Gods Ghosts and Men in Melanesia – extract II

There’s a lot of fascinating things in this book and not a few really weird beliefs being described (not the least is the ritual of penis blood-letting, where you insert [..] you put salt and then [..] okay you get the gist, ouch). But of course for the purpose of this blog I’m copying the parts that I find inspiring on a fantasy world-building perspective.

(The Kamano, Usurufa, Jate and Fore, R.M. Berndt)

Existing alongside the notion of a specific land of the dead, as well as independantly of it, is the suggestion that for an undefined period after death a ghost may communicate with living kin through dreams, either voluntarily or in response to a request from the dreamer: chewing himeru bark before sleep is said to be a way of getting in touch with the dead, to seek their advice or help in personal problems.

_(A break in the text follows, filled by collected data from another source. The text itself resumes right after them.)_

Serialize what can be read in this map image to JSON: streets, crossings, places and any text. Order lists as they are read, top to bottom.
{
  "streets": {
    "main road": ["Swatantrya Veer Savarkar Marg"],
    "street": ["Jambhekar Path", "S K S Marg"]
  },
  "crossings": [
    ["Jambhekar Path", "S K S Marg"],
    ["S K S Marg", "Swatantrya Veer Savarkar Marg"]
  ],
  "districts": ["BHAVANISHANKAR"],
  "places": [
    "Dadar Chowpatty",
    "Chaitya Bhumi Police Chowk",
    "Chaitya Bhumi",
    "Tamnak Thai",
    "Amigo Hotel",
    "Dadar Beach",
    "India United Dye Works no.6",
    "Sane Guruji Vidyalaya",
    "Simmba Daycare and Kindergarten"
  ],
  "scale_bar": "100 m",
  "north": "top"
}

The major deities are viewed as eternal and indestructible. They assume different manifestations, are called by different names, but are still essentially unchanging. Although they may be killed, this means merely that they assume another shape. The same applies to some of the partly anthropomorphic inhabitants of the bush and jungle. But ghosts and characters in the secondary myths, including giants, ogres and apparitions of several kinds, appear to be almost as vulnerable as man is himself.

(The Mae Enga of the Western Highlands, M.J Meggitt)

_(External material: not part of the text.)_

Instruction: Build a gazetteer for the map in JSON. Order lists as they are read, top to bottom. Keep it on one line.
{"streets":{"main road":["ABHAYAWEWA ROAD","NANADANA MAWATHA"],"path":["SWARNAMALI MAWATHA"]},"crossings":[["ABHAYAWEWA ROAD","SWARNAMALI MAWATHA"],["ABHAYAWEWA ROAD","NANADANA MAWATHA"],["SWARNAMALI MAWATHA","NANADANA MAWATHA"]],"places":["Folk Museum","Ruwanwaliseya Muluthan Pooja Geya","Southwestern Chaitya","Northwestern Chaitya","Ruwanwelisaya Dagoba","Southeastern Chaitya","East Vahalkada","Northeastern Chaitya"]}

Among many western clans, small pools figure in ritual intended to placate ancestral ghosts. Hidden in dense forest is a pool which clan members regard as the locus of the power of the ancestors. Women and children should not approach the site, lest they fall ill, and clansmen may visit it only on ritual occasions. In some clans men believe that a huge, invisible python, representing the ancestors, dwells in the pool. which itself is invisible to outsiders. Hence, a clan victorious in war makes no attempt to utilize the pool of the defeated clan.


The Mae also assume the existence of a class of anthropomorphic demons, distinct from human beings and from ghosts, that inhabit caves and waterfalls. These creatures in a sense embody the dangers and inhospitality that the Mae, who are gardeners and inept bushmen, associate with the dense forests of the high mountains. They are not connected with particular social groups but constitue a broad category whose members are not consistently differentiated in terms of functions or individual spheres of activity. The forest and everything in it comprise their estate, so that human exploitation of sylvan flora and fauna is essentially a trespass, likely to anger the demons.